Letzte Aktualisierung 22.12.2025

Diese Seite bietet allgemeine, referenzhafte Informationen, die aus offiziellen medizinischen Quellen zusammengetragen wurden. Sie ersetzt keine professionelle medizinische Beratung, Diagnose oder Behandlung. Für Entscheidungen bezüglich Ihrer Gesundheit wenden Sie sich bitte an eine qualifizierte medizinische Fachkraft.

Überblick über Esperoct

Was ist Esperoct?

Wichtige Fakten im Überblick

Eigenschaft Beschreibung
Wirkstoff Turoctocog alfa pegol
Formulierung Lyophilisiertes Pulver zur Injektion (rekonstituiert)
Pharmakologische Klasse Gerinnungsfaktor VIII-Konzentrat, Hämostatikum
Hauptzweck Ersatztherapie zur Wiederherstellung der normalen Blutgerinnungsfähigkeit
Ursprung Durch rekombinante DNA-Technologie hergestellt (synthetisch)

Welche Art von Medikament ist Esperoct?

Esperoct ist ein spezialisiertes, verschreibungspflichtiges Arzneimittel, das als Gerinnungsfaktor VIII-Konzentrat und Hämostatikum (blutstillendes Mittel) klassifiziert wird. Es liefert ein Ersatzprotein, das für die normale Blutgerinnung entscheidend ist. Diese Wirkung dient klinisch dazu, die Hämostase (Blutstillung) aufrechtzuerhalten. Der aktive Bestandteil, Turoctocog alfa pegol, ist chemisch auch bekannt als Antihemophiler Faktor (rekombinant), glykopegyliert-exei.

Das Präparat besitzt die Eigenschaft eines Extended Half-Life (EHL) Produkts, d.h., es weist eine verlängerte Halbwertszeit auf. Pharmakologische Untersuchungen bestätigen, dass es im Vergleich zu konventionellen Faktor-VIII-Konzentraten eine verlängerte Aktivität zeigt. Das Medikament wird als steriles lyophilisiertes Pulver in Einzeldosisfläschchen geliefert, das vor der Verabreichung über die Venen (intravenös) mit einer Lösung vermischt werden muss.


Ist Esperoct rekombinant und wie ist seine Zusammensetzung?

Die aktive Substanz in Esperoct wird mithilfe der rekombinanten DNA-Technologie hergestellt, was bedeutet, dass sie unter Verwendung gentechnisch veränderter Zelllinien produziert wird. Durch diesen Prozess entsteht ein gleichförmiges Analogon des natürlichen menschlichen Faktor-VIII-Proteins.

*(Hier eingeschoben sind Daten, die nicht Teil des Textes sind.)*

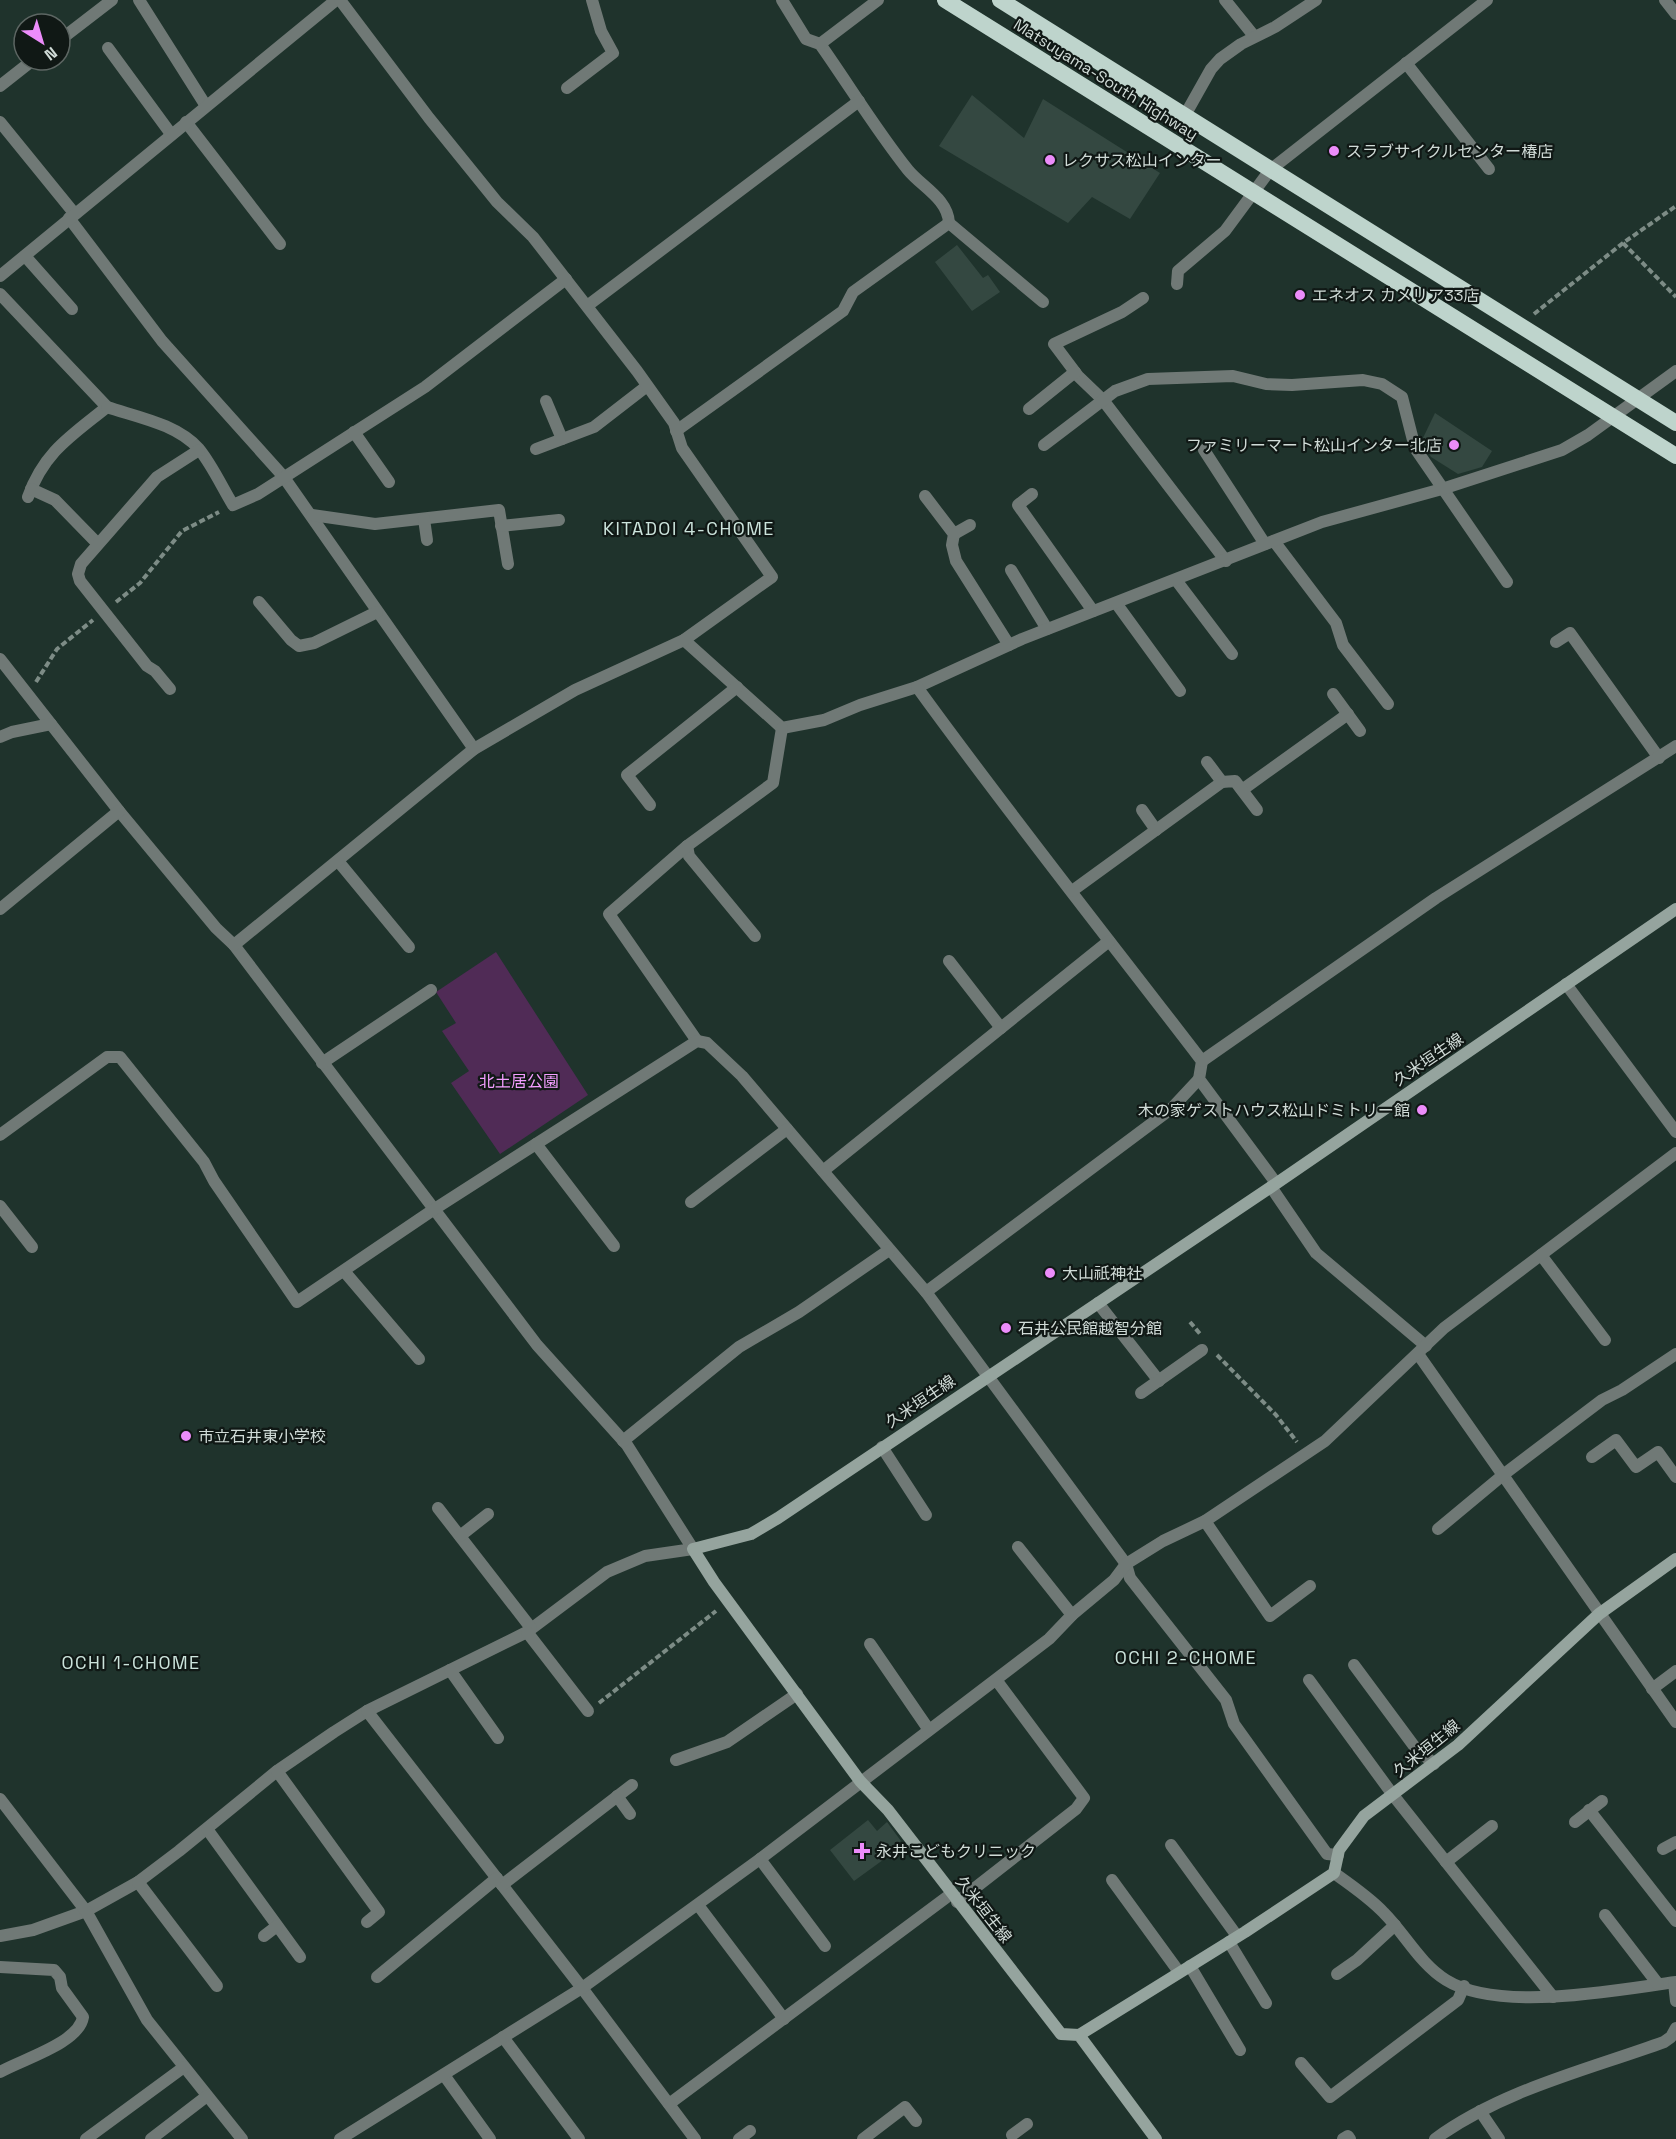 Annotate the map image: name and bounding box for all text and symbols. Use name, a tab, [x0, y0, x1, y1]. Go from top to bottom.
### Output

Das wichtigste Strukturmerkmal ist die Glycopegylierung. Dabei wird das Faktor-VIII-Protein mit einem Polyethylenglykol (PEG)-Molekül verbunden. Diese Modifikation dient dazu, die Zirkulationshalbtwertszeit des Moleküls im Blut zu verlängern, was einen wesentlichen Unterschied zu nicht-modifizierten Faktoren darstellt. Das Medikament enthält den einzelnen aktiven Faktor, Turoctocog alfa pegol, zusammen mit stabilisierenden sonstigen Bestandteilen wie Saccharose und Histidin, die vor der Injektion mit der bereitgestellten Kochsalzlösung gemischt werden.


Was ist der allgemeine Zweck des Faktor VIII-Ersatzes?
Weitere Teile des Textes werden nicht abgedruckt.